(Saved data entries)
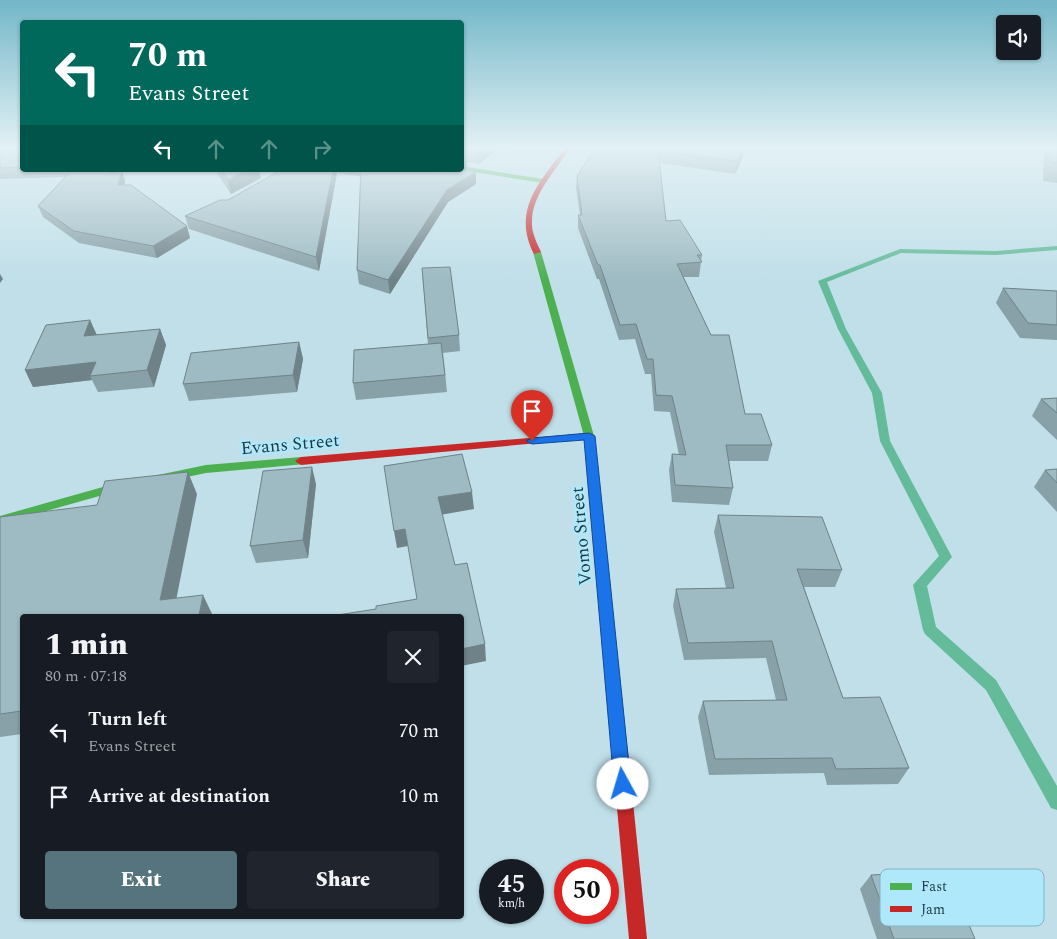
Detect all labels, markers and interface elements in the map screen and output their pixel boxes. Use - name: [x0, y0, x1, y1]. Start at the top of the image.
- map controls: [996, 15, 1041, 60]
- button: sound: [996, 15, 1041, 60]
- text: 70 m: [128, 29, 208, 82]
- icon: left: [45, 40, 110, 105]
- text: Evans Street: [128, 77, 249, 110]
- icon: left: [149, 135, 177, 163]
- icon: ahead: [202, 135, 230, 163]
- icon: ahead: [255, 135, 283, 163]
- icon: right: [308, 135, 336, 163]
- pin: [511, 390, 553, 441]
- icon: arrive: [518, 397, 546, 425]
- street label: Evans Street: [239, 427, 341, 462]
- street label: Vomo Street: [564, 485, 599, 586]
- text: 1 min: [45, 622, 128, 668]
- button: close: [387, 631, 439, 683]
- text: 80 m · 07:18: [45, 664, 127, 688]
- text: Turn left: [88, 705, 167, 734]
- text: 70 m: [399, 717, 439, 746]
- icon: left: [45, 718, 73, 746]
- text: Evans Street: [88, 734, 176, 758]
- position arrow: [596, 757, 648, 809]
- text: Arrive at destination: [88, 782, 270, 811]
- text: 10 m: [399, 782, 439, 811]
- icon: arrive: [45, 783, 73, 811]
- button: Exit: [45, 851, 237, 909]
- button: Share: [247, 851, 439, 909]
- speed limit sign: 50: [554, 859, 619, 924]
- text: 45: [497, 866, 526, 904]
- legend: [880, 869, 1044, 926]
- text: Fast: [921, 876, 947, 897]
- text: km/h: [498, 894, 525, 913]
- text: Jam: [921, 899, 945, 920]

- _Activity_
Transcribe the data word for word, with no images.

- _Answer for the task_
Detect all labels, markers and interface elements in the map screen and output their pixel boxes. Use - name: [x0, y0, x1, y1]. Start at the top of the image.
- map controls: [996, 15, 1041, 60]
- button: sound: [996, 15, 1041, 60]
- text: 70 m: [128, 29, 208, 82]
- icon: left: [45, 40, 110, 105]
- text: Evans Street: [128, 77, 249, 110]
- icon: left: [149, 135, 177, 163]
- icon: ahead: [202, 135, 230, 163]
- icon: ahead: [255, 135, 283, 163]
- icon: right: [308, 135, 336, 163]
- pin: [511, 390, 553, 441]
- icon: arrive: [518, 397, 546, 425]
- street label: Evans Street: [239, 427, 341, 462]
- street label: Vomo Street: [564, 485, 599, 586]
- text: 1 min: [45, 622, 128, 668]
- button: close: [387, 631, 439, 683]
- text: 80 m · 07:18: [45, 664, 127, 688]
- text: Turn left: [88, 705, 167, 734]
- text: 70 m: [399, 717, 439, 746]
- icon: left: [45, 718, 73, 746]
- text: Evans Street: [88, 734, 176, 758]
- position arrow: [596, 757, 648, 809]
- text: Arrive at destination: [88, 782, 270, 811]
- text: 10 m: [399, 782, 439, 811]
- icon: arrive: [45, 783, 73, 811]
- button: Exit: [45, 851, 237, 909]
- button: Share: [247, 851, 439, 909]
- speed limit sign: 50: [554, 859, 619, 924]
- text: 45: [497, 866, 526, 904]
- legend: [880, 869, 1044, 926]
- text: Fast: [921, 876, 947, 897]
- text: km/h: [498, 894, 525, 913]
- text: Jam: [921, 899, 945, 920]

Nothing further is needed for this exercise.